Pelaksana Tugas (Plt) Kepala Bidang Pencegahan dan Pengendalian Penyakit Dinkes DKI Jakarta Maryati Kasiman menjelaskan para OTA pun harus benar-benar menjaga ember berisi telur tersebut agar menetas, sehingga populasi nyamuk nantinya seperti yang diharapkan.
Nantinya, di rumah OTA akan ditempatkan ember berisi telur-telur nyamuk eedes aegypti ber-Wolbachia. Ember ini berukuran relatif kecil, seperti wadah selai coklat dan dikecualikan saat para juru pemantau jentik melakukan pemberantasan sarang nyamuk (PSN) untuk menekan demam berdarah dengue (DBD).
Dinas kesehatan pun telah memetakan lokasi-lokasi peletakan ember tersebut. Setiap 50 kali 50 meter persegi, ember berisi telur nyamuk tersebut akan diletakkan.

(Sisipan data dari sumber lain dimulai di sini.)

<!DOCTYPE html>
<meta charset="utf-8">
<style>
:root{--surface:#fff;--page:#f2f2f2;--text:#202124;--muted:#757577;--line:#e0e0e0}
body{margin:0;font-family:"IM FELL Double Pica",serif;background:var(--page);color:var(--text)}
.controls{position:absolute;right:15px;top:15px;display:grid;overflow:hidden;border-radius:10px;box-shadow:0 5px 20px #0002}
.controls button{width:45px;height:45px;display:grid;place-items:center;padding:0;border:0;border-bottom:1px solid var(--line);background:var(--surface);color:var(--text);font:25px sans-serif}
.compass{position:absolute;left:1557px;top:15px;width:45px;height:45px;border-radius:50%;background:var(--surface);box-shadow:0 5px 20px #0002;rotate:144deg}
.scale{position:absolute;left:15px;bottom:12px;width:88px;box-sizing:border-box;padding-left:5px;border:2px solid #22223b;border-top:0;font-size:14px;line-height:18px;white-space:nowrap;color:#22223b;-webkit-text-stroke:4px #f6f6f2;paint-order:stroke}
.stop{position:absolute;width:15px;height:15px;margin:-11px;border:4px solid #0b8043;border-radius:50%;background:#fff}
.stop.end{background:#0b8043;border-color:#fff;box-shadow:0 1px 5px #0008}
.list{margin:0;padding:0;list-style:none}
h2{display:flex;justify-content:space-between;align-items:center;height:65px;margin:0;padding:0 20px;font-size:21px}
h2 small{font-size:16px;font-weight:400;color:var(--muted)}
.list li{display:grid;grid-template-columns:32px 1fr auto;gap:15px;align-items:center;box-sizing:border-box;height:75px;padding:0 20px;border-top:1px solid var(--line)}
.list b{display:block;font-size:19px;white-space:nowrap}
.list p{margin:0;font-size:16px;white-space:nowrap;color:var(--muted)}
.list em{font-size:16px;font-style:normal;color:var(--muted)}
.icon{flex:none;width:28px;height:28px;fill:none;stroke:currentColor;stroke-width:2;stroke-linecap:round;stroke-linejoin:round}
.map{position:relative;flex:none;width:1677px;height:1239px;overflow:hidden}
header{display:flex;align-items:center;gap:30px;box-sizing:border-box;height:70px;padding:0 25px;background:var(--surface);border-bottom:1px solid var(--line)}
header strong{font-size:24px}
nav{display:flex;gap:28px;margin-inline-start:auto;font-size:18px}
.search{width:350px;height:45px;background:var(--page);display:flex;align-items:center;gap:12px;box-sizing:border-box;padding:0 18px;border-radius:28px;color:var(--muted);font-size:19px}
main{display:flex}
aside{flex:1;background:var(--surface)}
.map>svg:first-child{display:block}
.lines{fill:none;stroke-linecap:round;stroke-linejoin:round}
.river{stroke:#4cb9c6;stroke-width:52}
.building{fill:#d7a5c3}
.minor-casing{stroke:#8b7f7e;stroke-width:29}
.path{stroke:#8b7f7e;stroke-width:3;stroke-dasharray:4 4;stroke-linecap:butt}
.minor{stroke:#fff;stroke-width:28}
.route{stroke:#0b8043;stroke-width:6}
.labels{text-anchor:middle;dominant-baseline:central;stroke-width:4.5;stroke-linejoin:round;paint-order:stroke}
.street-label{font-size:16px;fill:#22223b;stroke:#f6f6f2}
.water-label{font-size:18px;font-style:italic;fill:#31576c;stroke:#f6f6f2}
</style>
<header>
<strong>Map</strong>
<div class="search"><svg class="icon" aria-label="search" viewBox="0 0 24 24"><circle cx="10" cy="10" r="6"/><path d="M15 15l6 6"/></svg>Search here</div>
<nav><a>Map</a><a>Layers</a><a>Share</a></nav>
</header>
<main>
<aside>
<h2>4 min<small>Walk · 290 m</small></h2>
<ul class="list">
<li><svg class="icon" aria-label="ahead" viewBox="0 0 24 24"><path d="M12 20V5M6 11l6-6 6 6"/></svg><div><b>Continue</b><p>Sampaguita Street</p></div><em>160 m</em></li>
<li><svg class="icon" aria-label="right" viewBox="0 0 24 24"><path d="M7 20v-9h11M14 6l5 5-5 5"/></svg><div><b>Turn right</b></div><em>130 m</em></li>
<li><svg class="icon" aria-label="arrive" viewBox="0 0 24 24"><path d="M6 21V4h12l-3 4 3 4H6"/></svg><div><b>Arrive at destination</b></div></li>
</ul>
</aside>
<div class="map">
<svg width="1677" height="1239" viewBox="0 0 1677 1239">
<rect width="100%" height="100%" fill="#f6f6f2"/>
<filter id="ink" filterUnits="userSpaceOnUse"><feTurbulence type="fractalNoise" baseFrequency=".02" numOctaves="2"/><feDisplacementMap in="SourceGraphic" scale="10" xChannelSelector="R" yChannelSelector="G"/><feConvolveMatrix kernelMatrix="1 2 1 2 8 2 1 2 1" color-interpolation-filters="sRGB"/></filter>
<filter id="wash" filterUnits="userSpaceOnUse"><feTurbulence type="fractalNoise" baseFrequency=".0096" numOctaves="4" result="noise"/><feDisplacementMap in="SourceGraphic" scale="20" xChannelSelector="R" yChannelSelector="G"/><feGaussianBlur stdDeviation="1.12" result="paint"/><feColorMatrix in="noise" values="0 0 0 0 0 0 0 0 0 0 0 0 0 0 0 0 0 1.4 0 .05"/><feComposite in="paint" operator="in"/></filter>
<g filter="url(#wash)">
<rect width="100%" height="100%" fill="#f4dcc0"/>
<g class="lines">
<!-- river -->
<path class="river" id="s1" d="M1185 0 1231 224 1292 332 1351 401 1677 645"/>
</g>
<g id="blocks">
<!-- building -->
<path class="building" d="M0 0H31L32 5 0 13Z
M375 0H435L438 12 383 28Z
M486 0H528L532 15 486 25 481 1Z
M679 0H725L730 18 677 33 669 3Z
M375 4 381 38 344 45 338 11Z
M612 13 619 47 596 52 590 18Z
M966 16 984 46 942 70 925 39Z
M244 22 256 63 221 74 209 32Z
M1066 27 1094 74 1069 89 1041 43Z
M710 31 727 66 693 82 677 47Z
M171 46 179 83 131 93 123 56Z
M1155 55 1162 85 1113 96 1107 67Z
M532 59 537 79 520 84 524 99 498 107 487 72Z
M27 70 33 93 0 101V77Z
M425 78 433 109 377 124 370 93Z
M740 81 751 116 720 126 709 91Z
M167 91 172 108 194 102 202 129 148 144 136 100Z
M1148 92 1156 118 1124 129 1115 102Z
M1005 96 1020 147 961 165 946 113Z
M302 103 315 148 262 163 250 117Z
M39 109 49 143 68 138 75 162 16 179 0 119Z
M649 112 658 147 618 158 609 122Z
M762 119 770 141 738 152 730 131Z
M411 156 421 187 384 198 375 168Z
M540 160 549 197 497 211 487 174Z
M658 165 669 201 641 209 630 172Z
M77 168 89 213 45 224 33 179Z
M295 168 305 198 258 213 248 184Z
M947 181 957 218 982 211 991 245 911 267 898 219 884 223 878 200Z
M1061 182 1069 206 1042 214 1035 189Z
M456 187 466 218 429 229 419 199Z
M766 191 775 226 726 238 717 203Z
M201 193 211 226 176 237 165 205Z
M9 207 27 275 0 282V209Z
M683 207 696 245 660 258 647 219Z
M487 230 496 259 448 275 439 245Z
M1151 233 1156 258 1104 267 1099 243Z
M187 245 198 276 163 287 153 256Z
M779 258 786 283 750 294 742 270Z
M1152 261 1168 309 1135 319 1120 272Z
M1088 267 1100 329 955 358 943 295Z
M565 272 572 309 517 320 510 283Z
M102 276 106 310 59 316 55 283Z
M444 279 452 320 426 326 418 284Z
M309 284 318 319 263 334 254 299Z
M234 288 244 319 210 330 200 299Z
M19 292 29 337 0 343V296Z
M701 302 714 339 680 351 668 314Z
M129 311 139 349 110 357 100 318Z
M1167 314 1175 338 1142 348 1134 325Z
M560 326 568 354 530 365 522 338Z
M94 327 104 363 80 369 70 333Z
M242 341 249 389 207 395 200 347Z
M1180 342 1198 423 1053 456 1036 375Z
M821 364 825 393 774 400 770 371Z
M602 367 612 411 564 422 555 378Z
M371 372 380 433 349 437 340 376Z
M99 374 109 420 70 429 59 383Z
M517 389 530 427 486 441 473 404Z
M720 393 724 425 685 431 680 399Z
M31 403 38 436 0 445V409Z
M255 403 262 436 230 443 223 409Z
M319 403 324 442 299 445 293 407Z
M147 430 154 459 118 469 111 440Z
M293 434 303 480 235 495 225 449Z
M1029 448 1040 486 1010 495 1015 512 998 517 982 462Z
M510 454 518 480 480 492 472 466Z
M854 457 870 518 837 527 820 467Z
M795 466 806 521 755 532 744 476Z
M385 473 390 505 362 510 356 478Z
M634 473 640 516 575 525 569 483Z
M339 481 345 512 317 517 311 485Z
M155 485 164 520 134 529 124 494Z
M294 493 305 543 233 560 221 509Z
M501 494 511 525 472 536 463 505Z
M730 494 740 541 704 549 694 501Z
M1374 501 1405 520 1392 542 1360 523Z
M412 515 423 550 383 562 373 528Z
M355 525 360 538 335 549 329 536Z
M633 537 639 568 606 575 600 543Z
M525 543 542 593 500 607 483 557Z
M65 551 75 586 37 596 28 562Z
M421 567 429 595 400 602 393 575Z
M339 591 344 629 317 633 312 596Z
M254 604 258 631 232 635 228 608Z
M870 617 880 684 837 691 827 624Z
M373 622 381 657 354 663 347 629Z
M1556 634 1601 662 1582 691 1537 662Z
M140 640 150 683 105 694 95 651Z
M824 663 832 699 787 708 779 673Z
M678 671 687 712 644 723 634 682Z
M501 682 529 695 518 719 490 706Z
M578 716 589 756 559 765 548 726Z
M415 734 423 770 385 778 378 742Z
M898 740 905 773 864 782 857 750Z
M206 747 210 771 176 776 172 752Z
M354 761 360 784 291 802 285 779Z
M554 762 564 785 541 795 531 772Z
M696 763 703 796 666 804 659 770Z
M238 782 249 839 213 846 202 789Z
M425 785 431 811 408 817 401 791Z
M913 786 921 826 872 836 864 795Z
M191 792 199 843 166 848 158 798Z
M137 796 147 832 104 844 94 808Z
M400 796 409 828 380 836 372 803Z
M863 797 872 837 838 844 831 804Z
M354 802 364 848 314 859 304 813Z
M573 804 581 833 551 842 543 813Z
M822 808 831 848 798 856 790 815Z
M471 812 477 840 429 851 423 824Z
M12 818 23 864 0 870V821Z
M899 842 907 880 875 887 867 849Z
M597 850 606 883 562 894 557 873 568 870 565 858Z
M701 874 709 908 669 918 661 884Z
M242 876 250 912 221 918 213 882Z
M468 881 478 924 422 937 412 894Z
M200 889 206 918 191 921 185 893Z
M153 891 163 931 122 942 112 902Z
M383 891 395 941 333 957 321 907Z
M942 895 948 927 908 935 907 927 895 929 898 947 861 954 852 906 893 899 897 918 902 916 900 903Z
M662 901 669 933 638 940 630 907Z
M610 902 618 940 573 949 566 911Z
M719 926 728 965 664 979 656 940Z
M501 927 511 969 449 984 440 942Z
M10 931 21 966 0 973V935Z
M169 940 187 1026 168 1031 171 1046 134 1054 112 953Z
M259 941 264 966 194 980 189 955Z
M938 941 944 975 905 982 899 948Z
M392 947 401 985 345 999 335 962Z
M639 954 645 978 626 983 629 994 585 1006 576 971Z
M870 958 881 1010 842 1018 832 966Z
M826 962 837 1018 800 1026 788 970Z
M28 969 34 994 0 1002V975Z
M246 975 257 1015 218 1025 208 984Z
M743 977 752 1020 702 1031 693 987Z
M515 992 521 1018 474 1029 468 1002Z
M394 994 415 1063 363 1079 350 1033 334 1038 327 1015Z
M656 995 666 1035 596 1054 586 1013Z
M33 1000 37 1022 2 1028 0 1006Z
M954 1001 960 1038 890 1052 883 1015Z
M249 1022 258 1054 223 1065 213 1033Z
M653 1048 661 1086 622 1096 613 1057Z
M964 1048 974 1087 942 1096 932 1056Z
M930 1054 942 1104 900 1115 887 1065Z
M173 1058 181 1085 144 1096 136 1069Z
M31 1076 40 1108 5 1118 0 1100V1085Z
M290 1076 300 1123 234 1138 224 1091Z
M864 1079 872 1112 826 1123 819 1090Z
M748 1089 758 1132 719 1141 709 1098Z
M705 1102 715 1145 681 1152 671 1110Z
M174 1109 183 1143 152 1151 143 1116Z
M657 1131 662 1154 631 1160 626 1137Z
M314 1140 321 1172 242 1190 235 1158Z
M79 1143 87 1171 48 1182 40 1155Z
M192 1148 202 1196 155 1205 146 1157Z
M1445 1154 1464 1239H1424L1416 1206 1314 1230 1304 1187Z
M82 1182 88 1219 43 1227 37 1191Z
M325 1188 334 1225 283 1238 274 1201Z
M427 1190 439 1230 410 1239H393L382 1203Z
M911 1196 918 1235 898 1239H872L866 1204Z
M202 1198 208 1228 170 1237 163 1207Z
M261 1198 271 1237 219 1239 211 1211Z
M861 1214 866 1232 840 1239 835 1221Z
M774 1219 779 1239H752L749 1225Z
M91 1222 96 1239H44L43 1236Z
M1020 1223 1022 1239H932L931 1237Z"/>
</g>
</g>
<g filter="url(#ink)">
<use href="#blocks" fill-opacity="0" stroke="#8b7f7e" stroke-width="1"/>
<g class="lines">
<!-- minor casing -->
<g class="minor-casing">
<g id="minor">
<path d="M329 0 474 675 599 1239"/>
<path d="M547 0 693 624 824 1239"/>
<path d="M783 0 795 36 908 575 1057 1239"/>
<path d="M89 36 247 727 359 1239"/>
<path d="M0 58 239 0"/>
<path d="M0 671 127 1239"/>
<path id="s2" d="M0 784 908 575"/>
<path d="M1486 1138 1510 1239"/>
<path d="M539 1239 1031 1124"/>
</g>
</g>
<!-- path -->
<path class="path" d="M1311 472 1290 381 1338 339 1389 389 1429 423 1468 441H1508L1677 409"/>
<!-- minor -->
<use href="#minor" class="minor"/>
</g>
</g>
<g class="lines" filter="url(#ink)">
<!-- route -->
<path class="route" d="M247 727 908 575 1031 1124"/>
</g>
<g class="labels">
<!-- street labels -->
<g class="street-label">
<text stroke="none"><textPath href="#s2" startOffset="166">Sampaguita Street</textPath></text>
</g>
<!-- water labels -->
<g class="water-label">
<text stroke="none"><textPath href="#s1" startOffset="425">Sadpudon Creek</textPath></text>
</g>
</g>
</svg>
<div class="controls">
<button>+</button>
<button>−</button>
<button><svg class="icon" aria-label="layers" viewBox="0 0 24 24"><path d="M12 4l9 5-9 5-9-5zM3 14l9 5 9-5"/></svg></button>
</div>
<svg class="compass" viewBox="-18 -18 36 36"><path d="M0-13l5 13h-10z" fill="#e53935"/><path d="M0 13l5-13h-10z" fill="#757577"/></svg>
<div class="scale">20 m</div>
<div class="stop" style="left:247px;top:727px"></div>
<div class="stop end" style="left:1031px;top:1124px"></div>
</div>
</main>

Proses penetasan telur tersebut berjalan kurang lebih selama dua pekan. Setelah itu, nantinya para orang tua asuh akan diberikan ember berisi telur nyamuk berwolbachia kembali. Hal ini akan dilakukan terus menerus selama enam bulan.
Meskipun demikian, dampak keberhasilan program ini tak dapat langsung dirasakan karena membutuhkan waktu lebih lama. Diperkirakan, manfaat inovasi ini bisa dirasakan kurang lebih selama dua tahun.
Optimisme
Anggota DPRD DKI Jakarta Elva Farhi Qolbina menyatakan optimistis terhadap implementasi nyamuk Aedes aegypti mengandung wolbachia dapat mengurangi penyebaran kasus demam berdarah dengue (DBD) di wilayah Jakarta.
Oleh karena itu, kalangan legislatif mendorong Dinas Kesehatan DKI Jakarta mengawasi secara intensif terhadap uji coba pelepasan nyamuk Aedes aegypti yang mengandung wolbachia ini.
Di sisi lain, salah satu warga, yakni Giga (25) pun mengaku setuju dengan adanya upaya tersebut. Sebab, dia telah membaca beragam informasi, seperti di Singapura yang telah berhasil menurunkan 90 persen populasi nyamuk aedes aegypti.
Karena itu, pemerintah terus meningkatkan sosialisasi terhadap masyarakat tentang nyamuk aedes aegypti berwolbachia. Dengan demikian, masyarakat pun semakin teredukasi dan memahami, kemudian mendukung penggunaan metode baru tersebut untuk kepentingan seluruh masyarakat.